[Task item] The data are to be restated in full, exactly as presented.

[Stored data]
>>>>>

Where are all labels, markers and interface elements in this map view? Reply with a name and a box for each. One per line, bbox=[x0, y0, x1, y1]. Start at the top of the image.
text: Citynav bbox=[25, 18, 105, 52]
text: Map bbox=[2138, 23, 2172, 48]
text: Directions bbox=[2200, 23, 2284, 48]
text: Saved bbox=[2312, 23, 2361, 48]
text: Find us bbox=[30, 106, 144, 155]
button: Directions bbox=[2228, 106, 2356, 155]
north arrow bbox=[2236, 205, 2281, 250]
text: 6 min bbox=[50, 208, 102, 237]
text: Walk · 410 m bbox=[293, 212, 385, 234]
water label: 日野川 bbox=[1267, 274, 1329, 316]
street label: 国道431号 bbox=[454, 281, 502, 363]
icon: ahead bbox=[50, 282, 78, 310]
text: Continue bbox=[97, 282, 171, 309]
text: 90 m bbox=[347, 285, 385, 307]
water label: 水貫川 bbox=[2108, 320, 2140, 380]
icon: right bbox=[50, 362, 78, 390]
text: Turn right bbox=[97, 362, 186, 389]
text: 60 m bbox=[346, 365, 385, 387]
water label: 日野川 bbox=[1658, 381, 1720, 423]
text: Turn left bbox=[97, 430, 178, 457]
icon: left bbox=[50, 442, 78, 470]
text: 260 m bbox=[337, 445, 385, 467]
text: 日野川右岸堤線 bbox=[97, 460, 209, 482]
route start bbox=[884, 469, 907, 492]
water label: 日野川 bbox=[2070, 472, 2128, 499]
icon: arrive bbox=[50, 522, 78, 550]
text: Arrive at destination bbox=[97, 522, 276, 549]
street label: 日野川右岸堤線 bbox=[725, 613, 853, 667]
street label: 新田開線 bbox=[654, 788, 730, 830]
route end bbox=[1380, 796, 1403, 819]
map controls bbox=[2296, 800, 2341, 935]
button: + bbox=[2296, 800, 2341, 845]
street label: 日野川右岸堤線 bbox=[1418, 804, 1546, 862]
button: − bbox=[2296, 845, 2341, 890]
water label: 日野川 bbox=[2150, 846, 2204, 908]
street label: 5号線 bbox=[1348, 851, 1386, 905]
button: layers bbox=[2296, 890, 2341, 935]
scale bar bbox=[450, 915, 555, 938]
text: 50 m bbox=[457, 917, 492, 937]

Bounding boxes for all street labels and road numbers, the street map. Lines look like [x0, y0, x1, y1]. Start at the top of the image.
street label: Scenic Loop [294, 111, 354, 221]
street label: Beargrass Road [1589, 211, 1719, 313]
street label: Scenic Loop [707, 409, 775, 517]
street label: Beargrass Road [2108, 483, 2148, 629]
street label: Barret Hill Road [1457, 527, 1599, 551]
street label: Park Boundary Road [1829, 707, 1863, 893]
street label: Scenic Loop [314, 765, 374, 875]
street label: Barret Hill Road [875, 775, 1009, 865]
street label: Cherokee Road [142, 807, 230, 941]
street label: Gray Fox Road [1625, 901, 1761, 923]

<<<<<

[Your solution]
Where are all labels, markers and interface elements in this map view? Reply with a name and a box for each. One per line, bbox=[x0, y0, x1, y1]. Start at the top of the image.
text: Citynav bbox=[25, 18, 105, 52]
text: Map bbox=[2138, 23, 2172, 48]
text: Directions bbox=[2200, 23, 2284, 48]
text: Saved bbox=[2312, 23, 2361, 48]
text: Find us bbox=[30, 106, 144, 155]
button: Directions bbox=[2228, 106, 2356, 155]
north arrow bbox=[2236, 205, 2281, 250]
text: 6 min bbox=[50, 208, 102, 237]
text: Walk · 410 m bbox=[293, 212, 385, 234]
water label: 日野川 bbox=[1267, 274, 1329, 316]
street label: 国道431号 bbox=[454, 281, 502, 363]
icon: ahead bbox=[50, 282, 78, 310]
text: Continue bbox=[97, 282, 171, 309]
text: 90 m bbox=[347, 285, 385, 307]
water label: 水貫川 bbox=[2108, 320, 2140, 380]
icon: right bbox=[50, 362, 78, 390]
text: Turn right bbox=[97, 362, 186, 389]
text: 60 m bbox=[346, 365, 385, 387]
water label: 日野川 bbox=[1658, 381, 1720, 423]
text: Turn left bbox=[97, 430, 178, 457]
icon: left bbox=[50, 442, 78, 470]
text: 260 m bbox=[337, 445, 385, 467]
text: 日野川右岸堤線 bbox=[97, 460, 209, 482]
route start bbox=[884, 469, 907, 492]
water label: 日野川 bbox=[2070, 472, 2128, 499]
icon: arrive bbox=[50, 522, 78, 550]
text: Arrive at destination bbox=[97, 522, 276, 549]
street label: 日野川右岸堤線 bbox=[725, 613, 853, 667]
street label: 新田開線 bbox=[654, 788, 730, 830]
route end bbox=[1380, 796, 1403, 819]
map controls bbox=[2296, 800, 2341, 935]
button: + bbox=[2296, 800, 2341, 845]
street label: 日野川右岸堤線 bbox=[1418, 804, 1546, 862]
button: − bbox=[2296, 845, 2341, 890]
water label: 日野川 bbox=[2150, 846, 2204, 908]
street label: 5号線 bbox=[1348, 851, 1386, 905]
button: layers bbox=[2296, 890, 2341, 935]
scale bar bbox=[450, 915, 555, 938]
text: 50 m bbox=[457, 917, 492, 937]

Bounding boxes for all street labels and road numbers, the street map. Lines look like [x0, y0, x1, y1]. Start at the top of the image.
street label: Scenic Loop [294, 111, 354, 221]
street label: Beargrass Road [1589, 211, 1719, 313]
street label: Scenic Loop [707, 409, 775, 517]
street label: Beargrass Road [2108, 483, 2148, 629]
street label: Barret Hill Road [1457, 527, 1599, 551]
street label: Park Boundary Road [1829, 707, 1863, 893]
street label: Scenic Loop [314, 765, 374, 875]
street label: Barret Hill Road [875, 775, 1009, 865]
street label: Cherokee Road [142, 807, 230, 941]
street label: Gray Fox Road [1625, 901, 1761, 923]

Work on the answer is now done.